Erstellt von Hannes Höfer | |   Laufen

Bauern wollen nicht die Schuldigen sein

Laufener Grüne diskutierten über die Ursachen des übermäßigen Phosphor- und Gülleeintrags in den Abtsee

Leobendorf. Die Badewasserqualität im Abtsee sei ausgezeichnet, heißt es regelmäßig von Seiten des Gesundheitsamtes. Der ökologische Zustand des Sees entspricht allerdings nur der Klasse 3, das heißt „mäßig“. Ein Grund: Es gelangt zu viel Phosphor in den See, er ist gleichsam überdüngt. Ein nicht unerheblicher Teil dieser „Düngung“ kommt aus der Landwirtschaft. Dass die Landwirte das nicht uneingeschränkt eingestehen wollen, zeigte sich kürzlich im Gasthaus Leobendorf, wo Laufens Grünen-Ortsverband zur Diskussion über Ursachen und Lösungen für den Abtsee eingeladen hatte.

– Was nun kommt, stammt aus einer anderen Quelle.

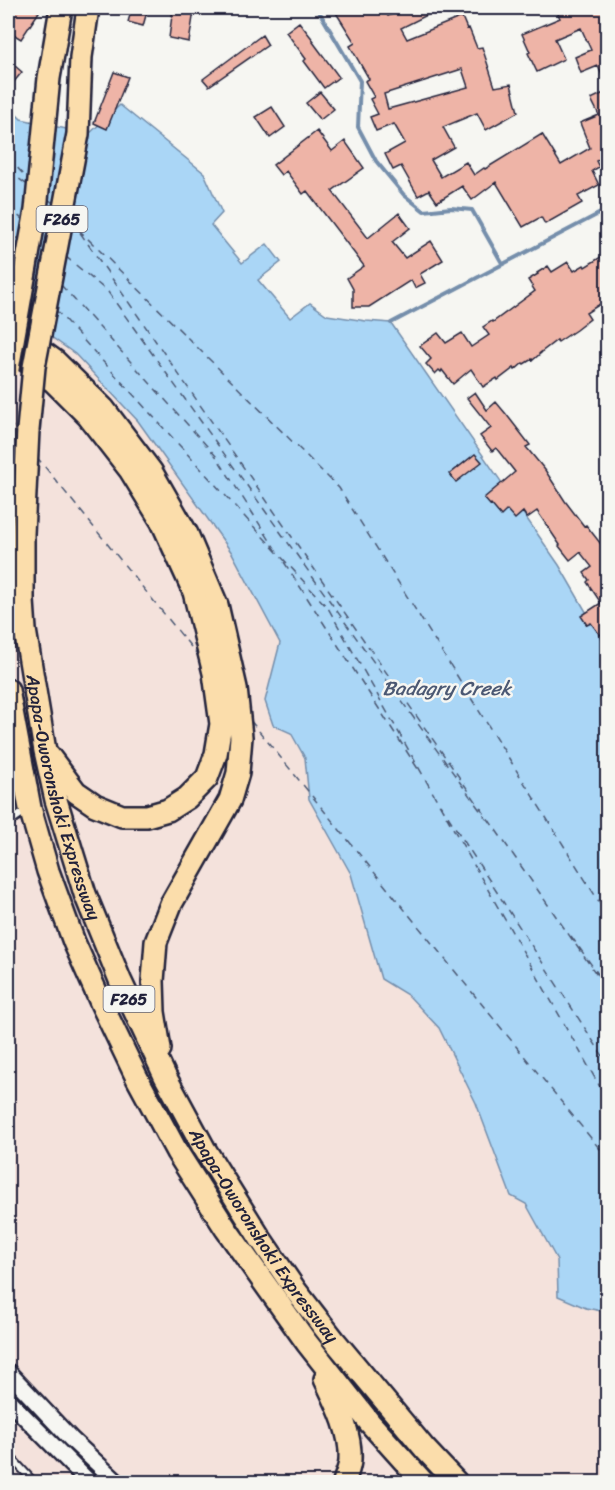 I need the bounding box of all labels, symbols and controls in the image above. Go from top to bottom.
road number: F265 [36,206,88,232]
street label: Apapa-Oworonshoki Expressway [16,671,110,926]
water label: Badagry Creek [383,671,513,706]
road number: F265 [104,986,154,1012]
street label: Apapa-Oworonshoki Expressway [179,1121,347,1351]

„Besser als der Waginger, aber schlechter als der Tachinger See“, beschrieb Landwirtschaftsfachmann Georg Linner den Zustand des Abtsees. Dieser kleine Voralpensee bedeckt eine Fläche von 84 Hektar und reicht bis in 20 Meter Tiefe. Der Wassereinzugsbereich erstreckt sich über 21 Quadratkilometer. Drei Zuläufe, der Gaberlbach, der Rossgraben und der Badhäuslgraben, bringen nicht nur Wasser in den See, sondern auch Nährstoffe. „Theoretisch erneuert sich das Wasser des Sees einmal im halben Jahre“, weiß Stadtrat Linner, doch ein Rest setze sich ab und verbleibe am Grund.

Schon 1990 habe der örtliche Fremdenverkehrsverein aus Sorge um den Gästezulauf ein Düngeverbot um den See gefordert. Zusammen mit dem damals noch existierenden Landwirtschaftsamt in Laufen und einer entsprechenden Beratung sei man auf einem guten Weg gewesen, erinnert sich Linner, Sparmaßnahmen unter einem Ministerpräsidenten Edmund Stoiber aber hätten diesen Weg gestoppt. „Der Nährstoffeintrag ist in den letzten Jahren wieder angestiegen“, fasste Linner die Lage zusammen, „deshalb braucht es Maßnahmen.“

„Alles um den See kann sich auswirken“, betonte Landschaftsplaner Hannes Krauss, der als Mitarbeiter der Laufener Naturschutzakademie (ANL) häufig mit dem See befasst ist. Aufgefallen waren ihm die relativ vielen Gullys in der Landschaft, die den Eintrag in den See mit kurzen Wegen beschleunigten. Für Krauss der „wohl entscheidende“ Faktor: „Das Gülle-Management.“ Und der Rückhalt der Phosphatfracht. Das will die bayerische Verwaltung für ländliche Entwicklung nun im Zusammenwirken mit der Initiative boden:ständig mit dem Bau von Absetzbecken und Verrieselungsflächen erreichen.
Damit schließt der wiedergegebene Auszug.